**SUPPLIED DATA**
○ ○ ○

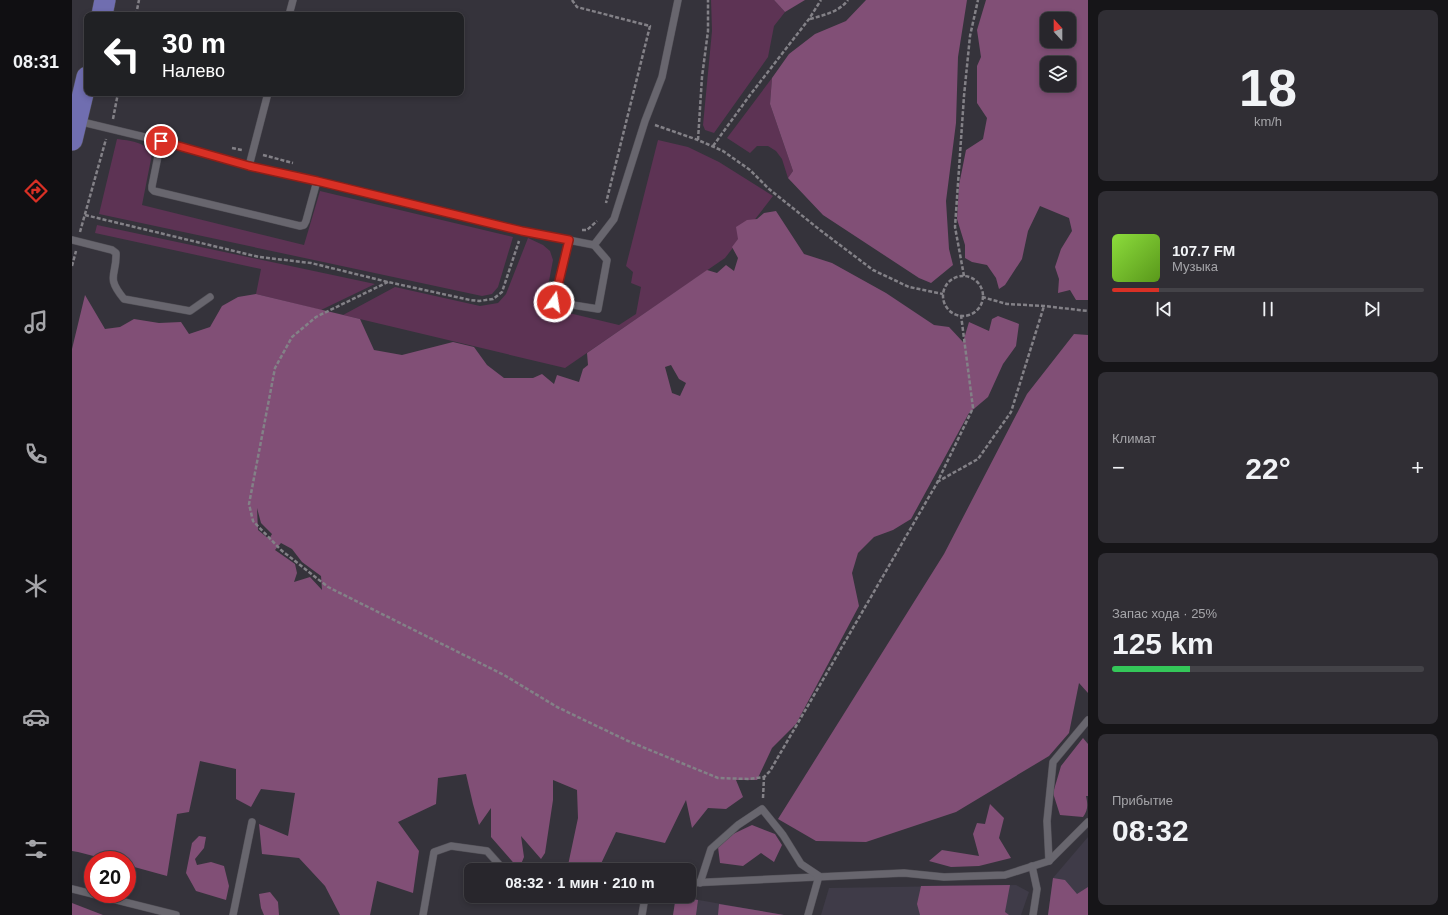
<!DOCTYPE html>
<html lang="ru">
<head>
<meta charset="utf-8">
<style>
  :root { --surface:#28262c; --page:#302e34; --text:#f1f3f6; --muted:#a5a5a9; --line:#444348; --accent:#d93025 }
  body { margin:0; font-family:Arial,sans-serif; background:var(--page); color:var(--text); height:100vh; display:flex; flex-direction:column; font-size:15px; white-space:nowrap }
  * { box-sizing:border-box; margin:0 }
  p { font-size:13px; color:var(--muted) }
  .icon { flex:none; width:22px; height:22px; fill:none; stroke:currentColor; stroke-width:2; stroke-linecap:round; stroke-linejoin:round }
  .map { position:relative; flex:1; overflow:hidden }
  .details { display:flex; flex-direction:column; gap:10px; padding:10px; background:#161518; width:360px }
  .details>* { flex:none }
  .guide { position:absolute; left:12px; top:12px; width:380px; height:84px; border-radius:8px; box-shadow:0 2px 6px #0003,0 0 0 1px var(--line); background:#202124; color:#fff; overflow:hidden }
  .needle { width:26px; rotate:339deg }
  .buttons { position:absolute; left:968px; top:12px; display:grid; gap:8px }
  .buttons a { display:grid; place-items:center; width:36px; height:36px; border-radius:8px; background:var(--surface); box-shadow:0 2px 6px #0003,0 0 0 1px var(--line); font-size:20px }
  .speed { position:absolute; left:12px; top:851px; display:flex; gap:8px; font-size:20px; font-weight:700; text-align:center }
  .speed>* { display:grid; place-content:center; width:52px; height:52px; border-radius:50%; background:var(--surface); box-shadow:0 2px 6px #0003,0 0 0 1px var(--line); line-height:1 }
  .speed .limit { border:6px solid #d22; background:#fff; color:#111 }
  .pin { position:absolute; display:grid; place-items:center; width:34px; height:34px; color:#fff; margin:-17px; border:2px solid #fff; border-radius:50%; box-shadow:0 1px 4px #0007 }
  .me { position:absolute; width:44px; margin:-22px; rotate:13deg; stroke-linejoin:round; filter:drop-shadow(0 0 3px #0008) }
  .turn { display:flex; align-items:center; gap:14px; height:84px; padding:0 12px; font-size:18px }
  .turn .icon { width:52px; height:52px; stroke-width:2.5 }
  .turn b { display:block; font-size:28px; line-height:34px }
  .big { font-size:30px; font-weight:700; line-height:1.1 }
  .details .card { flex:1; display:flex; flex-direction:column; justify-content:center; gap:6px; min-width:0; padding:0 14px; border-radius:8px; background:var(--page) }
  .details .dial { align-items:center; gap:0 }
  .dial b { font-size:52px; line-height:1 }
  .song { display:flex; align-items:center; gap:12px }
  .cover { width:48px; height:48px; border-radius:6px; background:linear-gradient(135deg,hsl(90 70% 55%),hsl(90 70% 35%)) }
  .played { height:4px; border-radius:2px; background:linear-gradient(90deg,var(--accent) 15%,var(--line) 15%) }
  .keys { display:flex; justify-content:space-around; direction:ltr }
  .heat { display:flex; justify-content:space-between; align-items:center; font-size:22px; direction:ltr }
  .charge { height:6px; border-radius:3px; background:linear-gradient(90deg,#34c759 25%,var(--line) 0) }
  .trip { position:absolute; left:392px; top:863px; width:232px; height:40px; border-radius:8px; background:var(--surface); box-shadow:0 2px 6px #0003,0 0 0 1px var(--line); font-weight:700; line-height:40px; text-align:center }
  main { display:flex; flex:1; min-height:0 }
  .dock { display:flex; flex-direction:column; width:72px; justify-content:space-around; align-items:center; background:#100f12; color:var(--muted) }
  .dock .icon { width:28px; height:28px }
  .dock .selected { color:var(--accent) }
  .dock b { font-size:18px; color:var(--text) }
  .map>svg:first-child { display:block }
</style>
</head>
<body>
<main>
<nav class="dock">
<b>08:31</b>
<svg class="icon selected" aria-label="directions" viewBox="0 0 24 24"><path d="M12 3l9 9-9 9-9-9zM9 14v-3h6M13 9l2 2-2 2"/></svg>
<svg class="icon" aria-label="music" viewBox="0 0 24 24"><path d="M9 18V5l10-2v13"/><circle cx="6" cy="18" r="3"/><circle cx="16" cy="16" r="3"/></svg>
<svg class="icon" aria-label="phone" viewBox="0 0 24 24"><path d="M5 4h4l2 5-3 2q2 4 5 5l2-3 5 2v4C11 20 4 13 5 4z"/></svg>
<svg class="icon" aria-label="climate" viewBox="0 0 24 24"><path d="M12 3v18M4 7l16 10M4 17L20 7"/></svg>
<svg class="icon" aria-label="car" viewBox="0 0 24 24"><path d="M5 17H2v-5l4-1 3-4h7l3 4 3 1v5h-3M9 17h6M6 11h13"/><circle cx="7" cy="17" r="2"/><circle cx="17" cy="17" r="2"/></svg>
<svg class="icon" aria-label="filters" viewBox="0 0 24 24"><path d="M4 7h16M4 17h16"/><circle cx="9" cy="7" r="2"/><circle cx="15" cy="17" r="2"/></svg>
</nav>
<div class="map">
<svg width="1016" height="915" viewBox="0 0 1016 915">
  <rect width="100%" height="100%" fill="#35333b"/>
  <g fill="#3f3b48">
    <polygon points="1016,837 1016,915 976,915 981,878"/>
    <polygon points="944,885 957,892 949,915 749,915 757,888"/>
    <polygon points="604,896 712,915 601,915"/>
  </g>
  <g fill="#5d3354">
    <polygon points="639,0 702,0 713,12 702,26 696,57 642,133 633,130 631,125 640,31"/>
    <polygon points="700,78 698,104 721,171 716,178 710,159 704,151 696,146 685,146 678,153 655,138"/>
    <path d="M 45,139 C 58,141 72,141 80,154 L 70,205 L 232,245 L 248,191 L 441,237 L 426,287 L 420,294 L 410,296 L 27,214 Z"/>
    <polygon points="586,140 616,147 647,162 701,196 653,258 493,368 271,315 323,287 408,306 426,303 434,294 456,238 471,245 478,251 481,260 472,307 547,325 564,314 569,287 559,283 561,272 554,266"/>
    <polygon points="25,225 303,284 249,310 184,294 189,269 23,233"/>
  </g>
  <g fill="#814f76" fill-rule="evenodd">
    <polygon points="702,0 733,0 713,12"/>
    <polygon points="794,0 895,0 886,57 884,123 874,201 877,249 881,265 859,283 847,278 751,215 716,178 721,171 698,104 700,78 717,54 743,34 774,21"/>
    <path d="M 914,0 L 1016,0 L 1016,300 L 1004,300 L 998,290 L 986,293 L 987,279 L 983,267 L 989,249 L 1000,231 L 997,218 L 968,206 L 956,231 L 950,259 L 933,285 L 927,289 L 924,278 L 915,265 L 900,262 L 893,258 L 893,245 L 885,219 L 887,185 L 894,150 L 911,139 L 915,118 L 905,103 L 905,66 L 909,57 L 905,30 ZM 975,19 L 997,19 L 997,41 L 975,41 ZM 975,63 L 997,63 L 997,85 L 975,85 Z"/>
    <path d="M 704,211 L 732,254 L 760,263 L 814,293 L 862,325 L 877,327 L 891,342 L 897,322 L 917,331 L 920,319 L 926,316 L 947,324 L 944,346 L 931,364 L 916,397 L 897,413 L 839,519 L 821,530 L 802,537 L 786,553 L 780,573 L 787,606 L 724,724 L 700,748 L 685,780 L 664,780 L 671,797 L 654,809 L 636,808 L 620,828 L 614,800 L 593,843 L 544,832 L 526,870 L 495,870 L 506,818 L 505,790 L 481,780 L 481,800 L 473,853 L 469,859 L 449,836 L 452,857 L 447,869 L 419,837 L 419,808 L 407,825 L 401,804 L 394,774 L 366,778 L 364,804 L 326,822 L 347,851 L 341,893 L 305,881 L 298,915 L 268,915 L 253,886 L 227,858 L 190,854 L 187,824 L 216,836 L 223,793 L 189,789 L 179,807 L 164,799 L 164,769 L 128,761 L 117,812 L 105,814 L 95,876 L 55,865 L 55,860 L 37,860 L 6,852 L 0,851 L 0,349 L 13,295 L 33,329 L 48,327 L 62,319 L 87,323 L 109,322 L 117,334 L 138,327 L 150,306 L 166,297 L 184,294 L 288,319 L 302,350 L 330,355 L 381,342 L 402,347 L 415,365 L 432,378 L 461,378 L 470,374 L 482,384 L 485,375 L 507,382 L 511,369 L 516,365 L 515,353 L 635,270 L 645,273 L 654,265 L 662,271 L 666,258 L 660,247 L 666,239 L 664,227 L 675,220 L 685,219 L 692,213 ZM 599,365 L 607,379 L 614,383 L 608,396 L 600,393 L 593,367 ZM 185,508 L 189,523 L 200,534 L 197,539 L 186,530 ZM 209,543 L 220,549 L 230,562 L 249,576 L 250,590 L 238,577 L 222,582 L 225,573 L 223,564 L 203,550 Z"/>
    <polygon points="1002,334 1016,335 1016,693 1007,683 997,733 977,756 884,812 794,842 744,841 706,819 872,554 955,394"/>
    <path d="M 1011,738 L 1016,744 L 1016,796 L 1014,796 C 1016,805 1016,810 1011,817 L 988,815 L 981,793 L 989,766 Z"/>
    <polygon points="918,804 932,818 927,838 939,858 907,866 879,867 857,861 870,850 907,856 901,834 905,823 913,824"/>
    <polygon points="680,825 703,834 710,845 702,862 689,853 671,866 648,863 646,847 661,834"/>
    <polygon points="127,836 134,837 132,848 123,859 125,865 139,862 152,866 157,886 154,900 124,891 114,873 120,843"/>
    <polygon points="981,878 993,880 1005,894 1016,887 1016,915 976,915"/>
    <polygon points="938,885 933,912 937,915 848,915 845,904 849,886"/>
    <polygon points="198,892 206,902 207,915 192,915 189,908 187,894"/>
    <polygon points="604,896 626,900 624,915 601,915"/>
    <polygon points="0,903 31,915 0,915"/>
    <polygon points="647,904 712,915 646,915"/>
  </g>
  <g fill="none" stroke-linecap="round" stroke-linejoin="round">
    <g stroke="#535158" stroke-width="8">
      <g id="service">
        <polyline points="217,15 221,0"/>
        <polyline points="6,121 89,141 177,166 245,181 450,231 522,245 542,219 573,121 590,77 606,0"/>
        <polyline points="89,141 80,186 80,189 82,191 228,226 232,225 234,221 245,181"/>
        <polyline points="177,166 196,93"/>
        <path d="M 0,240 L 40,250 L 44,253 C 45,276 33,276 52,299 L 118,311 L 138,297"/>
        <polyline points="497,240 482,302 526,309 535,260 522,245"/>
        <polyline points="977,861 975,821 981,762 1016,720"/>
        <polyline points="960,866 965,889 961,915"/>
        <polyline points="617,883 832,873 872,877 933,875 977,861 1016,822"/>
        <polyline points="628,883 639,849 666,825 690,809 711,835 729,864 747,876 736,915"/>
        <polyline points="0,889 104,915"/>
        <polyline points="161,915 180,822"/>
        <polyline points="351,915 362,852 379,846 415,851 432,870"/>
        <polyline points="570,915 573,897"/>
      </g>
    </g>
    <g stroke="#535158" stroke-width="22">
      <g id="primary">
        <polyline points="30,15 33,0"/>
        <polyline points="0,140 15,77"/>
      </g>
    </g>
    <g stroke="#838187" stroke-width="2.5" stroke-dasharray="4 2" stroke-linecap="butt">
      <polyline points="500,0 505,7 578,26 534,203"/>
      <polyline points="64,15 67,0"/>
      <path d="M 738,19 C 752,15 767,12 776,0"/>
      <polyline points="41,119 46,93"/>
      <polyline points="583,125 626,140 651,151 678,170 697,189 748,230 801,270 837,287 871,294"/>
      <polyline points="626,140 630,77 636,31 636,0"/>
      <polyline points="641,146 678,95 737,19 749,0"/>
      <polyline points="160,148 170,150"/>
      <polyline points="191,155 221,163"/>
      <polyline points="13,215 187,257 239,263 316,282 398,300 407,301 421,299 430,292 447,241"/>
      <polyline points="510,230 515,230 525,221"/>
      <polyline points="8,232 34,139"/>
      <polyline points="0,266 4,251"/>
      <polyline points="892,276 883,227 892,96 898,36 906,0"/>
      <circle cx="891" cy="296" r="20"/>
      <polyline points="316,282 244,317 220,337 203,368 177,504 181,521 209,550 256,587 432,675 485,707 556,741 646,778 677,779 692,777 698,771 865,483 901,408 889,315"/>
      <polyline points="910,297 935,304 972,306 1016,311"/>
      <polyline points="865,482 906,459 939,412 972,306"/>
      <polyline points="691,798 692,777"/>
    </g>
    <use href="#service" stroke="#68666e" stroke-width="7"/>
    <use href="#primary" stroke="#706eb0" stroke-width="21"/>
  </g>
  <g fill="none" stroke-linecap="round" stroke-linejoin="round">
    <g stroke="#8d1f18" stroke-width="10">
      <polyline id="route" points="89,141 177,166 245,181 450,231 497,240 482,302"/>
    </g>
    <use href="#route" stroke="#d93025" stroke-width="7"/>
  </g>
</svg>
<div class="buttons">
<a><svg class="needle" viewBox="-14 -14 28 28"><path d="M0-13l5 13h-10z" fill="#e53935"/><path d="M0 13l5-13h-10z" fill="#a5a5a9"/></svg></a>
<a><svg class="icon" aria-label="layers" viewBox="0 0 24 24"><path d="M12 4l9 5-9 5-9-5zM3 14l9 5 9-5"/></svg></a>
</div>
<div class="speed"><div class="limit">20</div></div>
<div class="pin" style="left:89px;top:141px;background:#d93025"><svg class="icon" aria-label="arrive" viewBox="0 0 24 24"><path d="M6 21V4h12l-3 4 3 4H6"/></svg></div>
<svg class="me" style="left:482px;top:302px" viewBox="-20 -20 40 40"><circle r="17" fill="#d93025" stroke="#fff" stroke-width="3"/><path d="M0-11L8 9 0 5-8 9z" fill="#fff"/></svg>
<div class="trip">08:32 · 1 мин · 210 m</div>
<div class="guide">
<div class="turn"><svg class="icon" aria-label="left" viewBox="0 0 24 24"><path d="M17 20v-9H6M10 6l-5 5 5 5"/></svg><div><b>30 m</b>Налево</div></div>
</div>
</div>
<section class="details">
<div class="card dial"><b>18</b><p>km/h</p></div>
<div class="card">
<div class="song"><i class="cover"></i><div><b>107.7 FM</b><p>Музыка</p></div></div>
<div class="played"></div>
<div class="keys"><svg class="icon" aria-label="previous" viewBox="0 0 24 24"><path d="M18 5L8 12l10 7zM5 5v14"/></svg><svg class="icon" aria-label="pause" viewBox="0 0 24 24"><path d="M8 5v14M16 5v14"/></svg><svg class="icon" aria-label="next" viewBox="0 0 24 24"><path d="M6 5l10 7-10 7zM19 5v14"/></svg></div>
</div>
<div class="card"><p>Климат</p>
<div class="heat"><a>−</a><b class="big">22°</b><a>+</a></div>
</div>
<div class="card"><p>Запас хода · 25%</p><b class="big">125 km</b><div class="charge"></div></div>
<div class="card"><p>Прибытие</p><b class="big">08:32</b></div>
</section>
</main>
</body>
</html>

○ ○ ○

**PROBLEM**
Among the records, find every line with the word "solid" and copy it.

**WRITTEN RESPONSE**
  .speed .limit { border:6px solid #d22; background:#fff; color:#111 }
  .pin { position:absolute; display:grid; place-items:center; width:34px; height:34px; color:#fff; margin:-17px; border:2px solid #fff; border-radius:50%; box-shadow:0 1px 4px #0007 }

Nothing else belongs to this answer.